Tuesday, May 15, 2012

Will JP Morgan Executives Plead the Fifth?

JP Morgan Chase CEO Jamie Dimon

The Supreme Court ruled that corporations may be compelled to maintain and turn over records. The court has held that the Fifth Amendment protections against self-incrimination extend only to "natural persons." [U.S. v. Kordel, 397 U.S. 1 (1970)]

But oddly, in Citizens United v. Federal Election Commission [558 U.S. 50 (2010)] the court also ruled that corporations are real persons.

The court has also held that a corporation's custodian of records can be forced to produce corporate documents, even if the act of production would incriminate someone personally. [Braswell v. U.S., 487 U.S. 99 (1988)]

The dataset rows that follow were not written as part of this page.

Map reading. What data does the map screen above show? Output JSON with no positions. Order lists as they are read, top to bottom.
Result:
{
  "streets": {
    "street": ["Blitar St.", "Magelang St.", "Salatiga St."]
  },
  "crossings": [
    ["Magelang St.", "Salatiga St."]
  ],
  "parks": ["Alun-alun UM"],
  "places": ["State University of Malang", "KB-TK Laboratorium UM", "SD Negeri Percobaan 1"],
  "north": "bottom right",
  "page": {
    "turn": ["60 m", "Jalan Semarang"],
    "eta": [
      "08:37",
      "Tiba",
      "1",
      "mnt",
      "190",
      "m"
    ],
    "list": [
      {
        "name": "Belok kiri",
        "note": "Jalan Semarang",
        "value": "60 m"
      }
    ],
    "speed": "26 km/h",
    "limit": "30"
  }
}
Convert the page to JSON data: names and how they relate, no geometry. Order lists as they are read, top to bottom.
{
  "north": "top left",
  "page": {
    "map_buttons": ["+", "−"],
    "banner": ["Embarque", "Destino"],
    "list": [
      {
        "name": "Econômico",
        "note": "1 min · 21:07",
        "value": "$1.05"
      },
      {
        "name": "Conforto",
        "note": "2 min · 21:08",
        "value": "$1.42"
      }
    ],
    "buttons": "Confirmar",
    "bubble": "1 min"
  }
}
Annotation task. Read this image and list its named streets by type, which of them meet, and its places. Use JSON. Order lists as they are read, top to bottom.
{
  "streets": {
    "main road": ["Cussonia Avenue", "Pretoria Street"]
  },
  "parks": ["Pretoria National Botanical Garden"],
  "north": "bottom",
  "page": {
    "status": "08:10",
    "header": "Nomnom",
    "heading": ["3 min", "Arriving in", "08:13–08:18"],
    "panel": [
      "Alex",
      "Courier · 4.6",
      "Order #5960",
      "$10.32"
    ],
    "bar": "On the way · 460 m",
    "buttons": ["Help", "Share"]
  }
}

Former CEO of Columbia/HCA Health Rick Scott pleaded the Fifth Amendment for Medicare fraud. His company pleaded guilty to 14 felonies and agreed to pay a $600+ million fine, at that time, the largest fraud settlement in US history. (Currently over 2,600 pharmacies are also being investigated for $5.6 billion in Medicare fraud.)

Since then, Rick Scott became the Republican Florida Governor. Besides Governor Rick Scott, below are some other unregulated "job creators" who pleaded the Fifth Amendment:

  • Enron executives Andrew Fastow, Jeffrey Skilling, and Ken Lay.
  • Maurice R. Greenberg, CEO of AIG (American International Group)
  • Rajat Gupta, board member of Goldman Sachs
  • MF Global executive Edith O'Brien (former head of Goldman Sachs, Jon Corzine)
  • Solyndra CEO Brian Harrison and CFO W. G. Stover
  • Richard Scrushy, CEO of HealthSouth
  • Bernard Ebbers, CEO of WorldCom ($11 billion accounting fraud)
  • Richard Grasso, CEO of the NYSE
  • Jeff Neely, head of the General Services Administration
  • Stewart Parnell, CEO of the Peanut Corporation of America
  • Ann Baskins and Anthony Gentilucc of Hewlett-Packard
  • Richard Theriault of Revolutions Medical Corp
  • Marylin Star, the pornstar, arrested for insider trading with banker James McDermott
  • Executives at Bain Capital

Here's my complete list of other Wall Street Fraudsters. (Remember, the Republicans want less regulation.)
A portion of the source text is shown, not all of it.